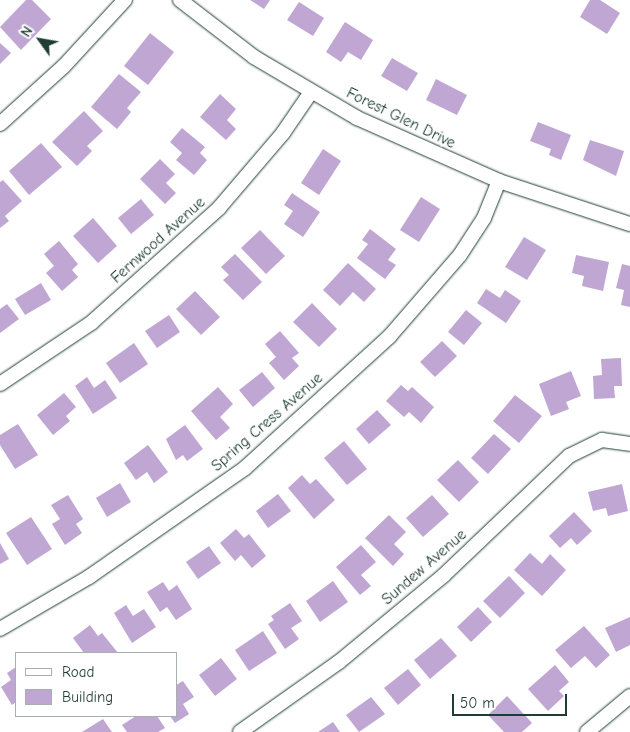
<!DOCTYPE html>
<style>
body{margin:0}
#map{position:relative;width:630px;height:732px;overflow:hidden;background:#fff;font-family:"Comic Neue",sans-serif}
div>[style]{position:absolute}
[style*='--x']{left:calc(var(--x)*1px);top:calc(var(--y)*1px);width:calc(var(--w)*1px);rotate:calc(var(--a)*1deg)}
.building>*{inset:0;background:#bfa6d3}
.roads{filter:drop-shadow(0 0 1px #1f3d34) drop-shadow(0 0 1px #1f3d34)}
.street>*{height:14px;margin:-7px;padding:0 7px;transform-origin:7px;border-radius:7px;background:#fff}
span{translate:-50% -50%;white-space:nowrap;text-align:center;line-height:1.15;-webkit-text-stroke:4.5px #fff;paint-order:stroke}
.street-label{font-size:16px;color:#1f3d34}
.legend{position:absolute;left:15px;top:652px;width:162px;height:65px;box-sizing:border-box;background:#fff;border:1px solid #a5b1ae;margin:0;padding:6px 9px;list-style:none;font-size:15px;color:#1f3d34}
.legend li{display:flex;align-items:center;gap:10px;height:25px}
.legend b{width:25px;border:1px solid #a5b1ae}
.north{position:absolute;left:15px;top:15px;width:50px;height:50px;-webkit-text-stroke:4px #fff;paint-order:stroke;rotate:302deg;font-size:14px;font-weight:700;line-height:20px;text-align:center;color:#1f3d34}
.north::after{content:'';display:block;margin:auto;width:18px;height:22px;background:#1f3d34;clip-path:polygon(50% 0,100% 100%,50% 72%,0 100%)}
.scale{position:absolute;left:452px;top:694px;width:115px;height:22px;box-sizing:border-box;border:2px solid #1f3d34;border-top:0;padding-left:6px;font-size:15px;line-height:18px;white-space:nowrap;color:#1f3d34;-webkit-text-stroke:4px #fff;paint-order:stroke}
</style>
<div id="map">
<div class="building">
<i style="clip-path:polygon(26px 0,32px 0,51px 19px,21px 50px,0 27px)"></i>
<i style="clip-path:polygon(250px 0,270px 0,264px 9px)"></i>
<i style="clip-path:polygon(590px 0,600px 0,620px 13px,607px 34px,580px 17px)"></i>
<i style="clip-path:polygon(299px 2px,324px 18px,313px 36px,287px 20px)"></i>
<i style="clip-path:polygon(345px 22px,373px 40px,361px 60px,348px 52px,341px 62px,326px 52px)"></i>
<i style="clip-path:polygon(150px 33px,174px 52px,148px 85px,124px 66px)"></i>
<i style="clip-path:polygon(0 43px,11px 53px,0 64px)"></i>
<i style="clip-path:polygon(392px 58px,418px 73px,407px 91px,381px 76px)"></i>
<i style="clip-path:polygon(119px 74px,141px 92px,127px 108px,131px 112px,117px 129px,91px 107px)"></i>
<i style="clip-path:polygon(436px 79px,467px 95px,457px 115px,426px 100px)"></i>
<i style="clip-path:polygon(220px 94px,236px 109px,227px 120px,236px 129px,226px 140px,200px 117px)"></i>
<i style="clip-path:polygon(84px 111px,103px 131px,87px 146px,92px 151px,77px 166px,52px 142px)"></i>
<i style="clip-path:polygon(538px 122px,571px 135px,561px 160px,549px 155px,551px 149px,530px 141px)"></i>
<i style="clip-path:polygon(182px 128px,205px 147px,200px 153px,207px 160px,194px 175px,176px 160px,182px 153px,170px 142px)"></i>
<i style="clip-path:polygon(590px 140px,624px 151px,616px 176px,583px 160px)"></i>
<i style="clip-path:polygon(41px 143px,62px 167px,29px 195px,9px 171px)"></i>
<i style="clip-path:polygon(323px 149px,341px 161px,319px 195px,301px 183px)"></i>
<i style="clip-path:polygon(160px 159px,175px 174px,166px 183px,176px 193px,165px 204px,140px 179px)"></i>
<i style="clip-path:polygon(3px 180px,22px 201px,5px 216px,9px 221px,0 228px,0 182px)"></i>
<i style="clip-path:polygon(292px 193px,320px 212px,303px 237px,284px 224px,293px 211px,284px 205px)"></i>
<i style="clip-path:polygon(421px 197px,440px 209px,419px 242px,400px 230px)"></i>
<i style="clip-path:polygon(141px 199px,154px 215px,131px 234px,118px 218px)"></i>
<i style="clip-path:polygon(93px 218px,117px 246px,98px 263px,73px 236px)"></i>
<i style="clip-path:polygon(370px 229px,396px 249px,388px 260px,396px 265px,385px 279px,357px 258px,368px 244px,362px 240px)"></i>
<i style="clip-path:polygon(260px 230px,285px 256px,266px 274px,241px 248px)"></i>
<i style="clip-path:polygon(524px 237px,546px 250px,527px 280px,505px 267px)"></i>
<i style="clip-path:polygon(59px 241px,78px 264px,72px 270px,78px 277px,62px 291px,46px 273px,54px 266px,44px 254px)"></i>
<i style="clip-path:polygon(235px 254px,262px 282px,243px 300px,223px 280px,229px 275px,221px 267px)"></i>
<i style="clip-path:polygon(576px 255px,609px 262px,603px 291px,582px 286px,584px 276px,572px 273px)"></i>
<i style="clip-path:polygon(348px 263px,376px 289px,364px 302px,353px 292px,340px 306px,323px 290px)"></i>
<i style="clip-path:polygon(622px 264px,630px 266px,630px 307px,621px 305px,624px 290px,616px 288px)"></i>
<i style="clip-path:polygon(41px 283px,51px 300px,25px 315px,15px 299px)"></i>
<i style="clip-path:polygon(486px 289px,500px 298px,505px 290px,521px 301px,506px 323px,477px 303px)"></i>
<i style="clip-path:polygon(195px 291px,220px 317px,201px 335px,176px 309px)"></i>
<i style="clip-path:polygon(312px 303px,337px 329px,319px 347px,293px 322px)"></i>
<i style="clip-path:polygon(7px 304px,19px 319px,0 333px,0 309px)"></i>
<i style="clip-path:polygon(466px 310px,482px 323px,464px 345px,448px 332px)"></i>
<i style="clip-path:polygon(169px 315px,180px 332px,157px 348px,145px 331px)"></i>
<i style="clip-path:polygon(280px 331px,299px 353px,292px 358px,299px 366px,284px 380px,269px 363px,276px 357px,265px 344px)"></i>
<i style="clip-path:polygon(442px 341px,457px 356px,435px 377px,420px 362px)"></i>
<i style="clip-path:polygon(134px 343px,148px 364px,120px 383px,106px 363px)"></i>
<i style="clip-path:polygon(621px 358px,622px 386px,614px 386px,615px 398px,594px 399px,593px 376px,602px 375px,601px 359px)"></i>
<i style="clip-path:polygon(571px 371px,581px 396px,566px 402px,569px 409px,551px 416px,539px 384px)"></i>
<i style="clip-path:polygon(262px 372px,275px 388px,253px 407px,239px 390px)"></i>
<i style="clip-path:polygon(87px 377px,94px 388px,105px 380px,117px 398px,93px 414px,75px 386px)"></i>
<i style="clip-path:polygon(401px 385px,408px 391px,412px 387px,434px 407px,421px 423px,409px 412px,404px 417px,386px 401px)"></i>
<i style="clip-path:polygon(218px 387px,233px 404px,220px 417px,230px 428px,216px 440px,191px 411px)"></i>
<i style="clip-path:polygon(64px 393px,76px 407px,66px 416px,70px 421px,53px 435px,37px 415px)"></i>
<i style="clip-path:polygon(515px 395px,542px 416px,519px 443px,493px 421px)"></i>
<i style="clip-path:polygon(377px 410px,391px 425px,369px 444px,356px 429px)"></i>
<i style="clip-path:polygon(18px 424px,38px 455px,15px 469px,0 445px,0 435px)"></i>
<i style="clip-path:polygon(185px 425px,203px 449px,187px 461px,183px 455px,176px 460px,166px 439px)"></i>
<i style="clip-path:polygon(494px 434px,511px 449px,488px 474px,471px 458px)"></i>
<i style="clip-path:polygon(344px 441px,367px 469px,347px 485px,324px 458px)"></i>
<i style="clip-path:polygon(148px 445px,168px 472px,154px 483px,147px 472px,136px 480px,124px 463px)"></i>
<i style="clip-path:polygon(458px 460px,479px 482px,459px 502px,437px 480px)"></i>
<i style="clip-path:polygon(302px 475px,310px 484px,316px 479px,335px 500px,314px 519px,288px 488px)"></i>
<i style="clip-path:polygon(120px 483px,131px 502px,107px 517px,96px 498px)"></i>
<i style="clip-path:polygon(622px 484px,628px 511px,608px 516px,606px 508px,593px 511px,588px 492px)"></i>
<i style="clip-path:polygon(278px 494px,291px 511px,268px 528px,256px 511px)"></i>
<i style="clip-path:polygon(68px 495px,83px 519px,76px 524px,82px 533px,65px 545px,52px 524px,60px 519px,51px 505px)"></i>
<i style="clip-path:polygon(432px 495px,449px 514px,423px 537px,406px 518px)"></i>
<i style="clip-path:polygon(574px 512px,592px 531px,577px 545px,571px 538px,560px 548px,549px 536px)"></i>
<i style="clip-path:polygon(389px 515px,406px 532px,394px 544px,404px 554px,393px 566px,365px 538px)"></i>
<i style="clip-path:polygon(31px 517px,52px 549px,27px 565px,6px 533px)"></i>
<i style="clip-path:polygon(236px 529px,244px 538px,249px 534px,266px 556px,252px 568px,241px 555px,235px 561px,220px 543px)"></i>
<i style="clip-path:polygon(0 543px,9px 559px,0 564px)"></i>
<i style="clip-path:polygon(361px 545px,376px 562px,361px 575px,371px 586px,360px 595px,336px 567px)"></i>
<i style="clip-path:polygon(209px 546px,221px 563px,198px 579px,186px 562px)"></i>
<i style="clip-path:polygon(530px 553px,542px 564px,550px 554px,566px 570px,542px 596px,514px 570px)"></i>
<i style="clip-path:polygon(509px 576px,525px 593px,500px 618px,483px 601px)"></i>
<i style="clip-path:polygon(333px 581px,348px 602px,320px 622px,306px 601px)"></i>
<i style="clip-path:polygon(163px 582px,169px 591px,177px 585px,192px 609px,176px 620px,167px 607px,160px 612px,147px 592px)"></i>
<i style="clip-path:polygon(290px 603px,302px 621px,291px 628px,299px 639px,285px 649px,268px 624px,274px 620px,271px 616px)"></i>
<i style="clip-path:polygon(126px 605px,133px 616px,144px 609px,156px 627px,132px 643px,114px 613px)"></i>
<i style="clip-path:polygon(478px 607px,492px 622px,471px 642px,457px 627px)"></i>
<i style="clip-path:polygon(630px 617px,630px 645px,616px 652px,605px 628px)"></i>
<i style="clip-path:polygon(90px 625px,98px 636px,102px 633px,118px 653px,84px 653px,73px 638px)"></i>
<i style="clip-path:polygon(584px 626px,610px 655px,596px 668px,585px 656px,571px 668px,555px 650px)"></i>
<i style="clip-path:polygon(263px 631px,277px 653px,249px 671px,235px 650px)"></i>
<i style="clip-path:polygon(441px 638px,457px 656px,430px 679px,414px 660px)"></i>
<i style="clip-path:polygon(221px 658px,237px 679px,215px 696px,199px 675px)"></i>
<i style="clip-path:polygon(555px 665px,569px 682px,559px 691px,564px 696px,548px 711px,528px 689px)"></i>
<i style="clip-path:polygon(16px 667px,16px 702px,12px 705px,1px 687px,11px 680px,7px 673px)"></i>
<i style="clip-path:polygon(408px 669px,421px 685px,398px 705px,384px 688px)"></i>
<i style="clip-path:polygon(183px 681px,194px 697px,183px 704px,189px 714px,175px 723px,170px 716px,176px 716px,176px 685px)"></i>
<i style="clip-path:polygon(507px 696px,532px 723px,522px 732px,504px 732px,488px 715px)"></i>
<i style="clip-path:polygon(371px 697px,385px 714px,359px 732px,346px 715px)"></i>
<i style="clip-path:polygon(136px 716px,157px 716px,165px 728px,158px 732px,127px 732px,122px 725px)"></i>
<i style="clip-path:polygon(103px 719px,112px 732px,82px 732px)"></i>
<i style="clip-path:polygon(333px 722px,340px 732px,318px 732px)"></i>
</div>
<div class="roads">
<div class="street">
<i style="--x:180;--y:0;--w:93;--a:37.6"></i>
<i style="--x:254;--y:57;--w:120;--a:30.6"></i>
<i style="--x:357;--y:118;--w:155;--a:23.9"></i>
<i style="--x:499;--y:181;--w:138;--a:18.2"></i>
<i style="--x:0;--y:124;--w:86;--a:-42.2"></i>
<i style="--x:64;--y:66;--w:90;--a:-47.3"></i>
<i style="--x:0;--y:384;--w:110;--a:-33.8"></i>
<i style="--x:91;--y:323;--w:172;--a:-41.9"></i>
<i style="--x:219;--y:208;--w:99;--a:-49.5"></i>
<i style="--x:283;--y:133;--w:50;--a:-55.7"></i>
<i style="--x:0;--y:629;--w:103;--a:-30.3"></i>
<i style="--x:89;--y:577;--w:190;--a:-34.9"></i>
<i style="--x:245;--y:468;--w:195;--a:-42.3"></i>
<i style="--x:389;--y:337;--w:108;--a:-49.1"></i>
<i style="--x:460;--y:255;--w:44;--a:-57"></i>
<i style="--x:484;--y:218;--w:40;--a:-68"></i>
<i style="--x:240;--y:732;--w:121;--a:-35.3"></i>
<i style="--x:339;--y:662;--w:136;--a:-39.6"></i>
<i style="--x:444;--y:575;--w:173;--a:-43.6"></i>
<i style="--x:569;--y:456;--w:37;--a:-26"></i>
<i style="--x:602;--y:440;--w:28;--a:8"></i>
<i style="--x:587;--y:732;--w:56;--a:-39.9"></i>
</div>
</div>
<div class="street-label">
<span style="left:401px;top:118px;rotate:26deg">Forest Glen Drive</span>
<span style="left:158px;top:240px;rotate:-42deg">Fernwood Avenue</span>
<span style="left:267px;top:422px;rotate:-41deg">Spring Cress Avenue</span>
<span style="left:424px;top:567px;rotate:-41deg">Sundew Avenue</span>
</div>
<ul class="legend">
<li><b style="height:6px;background:#fff"></b>Road</li>
<li><b style="height:14px;background:#bfa6d3"></b>Building</li>
</ul>
<div class="north">N</div>
<div class="scale">50 m</div>
</div>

(Problem):
From the entries above, print the lines beginning at the one with "385px,408px 391px,412px 387px,434px" and stopping after the one with "515px,406px 532px,394px 544px,404px", exactly as written and with nothing else.

(Written response):
<i style="clip-path:polygon(401px 385px,408px 391px,412px 387px,434px 407px,421px 423px,409px 412px,404px 417px,386px 401px)"></i>
<i style="clip-path:polygon(218px 387px,233px 404px,220px 417px,230px 428px,216px 440px,191px 411px)"></i>
<i style="clip-path:polygon(64px 393px,76px 407px,66px 416px,70px 421px,53px 435px,37px 415px)"></i>
<i style="clip-path:polygon(515px 395px,542px 416px,519px 443px,493px 421px)"></i>
<i style="clip-path:polygon(377px 410px,391px 425px,369px 444px,356px 429px)"></i>
<i style="clip-path:polygon(18px 424px,38px 455px,15px 469px,0 445px,0 435px)"></i>
<i style="clip-path:polygon(185px 425px,203px 449px,187px 461px,183px 455px,176px 460px,166px 439px)"></i>
<i style="clip-path:polygon(494px 434px,511px 449px,488px 474px,471px 458px)"></i>
<i style="clip-path:polygon(344px 441px,367px 469px,347px 485px,324px 458px)"></i>
<i style="clip-path:polygon(148px 445px,168px 472px,154px 483px,147px 472px,136px 480px,124px 463px)"></i>
<i style="clip-path:polygon(458px 460px,479px 482px,459px 502px,437px 480px)"></i>
<i style="clip-path:polygon(302px 475px,310px 484px,316px 479px,335px 500px,314px 519px,288px 488px)"></i>
<i style="clip-path:polygon(120px 483px,131px 502px,107px 517px,96px 498px)"></i>
<i style="clip-path:polygon(622px 484px,628px 511px,608px 516px,606px 508px,593px 511px,588px 492px)"></i>
<i style="clip-path:polygon(278px 494px,291px 511px,268px 528px,256px 511px)"></i>
<i style="clip-path:polygon(68px 495px,83px 519px,76px 524px,82px 533px,65px 545px,52px 524px,60px 519px,51px 505px)"></i>
<i style="clip-path:polygon(432px 495px,449px 514px,423px 537px,406px 518px)"></i>
<i style="clip-path:polygon(574px 512px,592px 531px,577px 545px,571px 538px,560px 548px,549px 536px)"></i>
<i style="clip-path:polygon(389px 515px,406px 532px,394px 544px,404px 554px,393px 566px,365px 538px)"></i>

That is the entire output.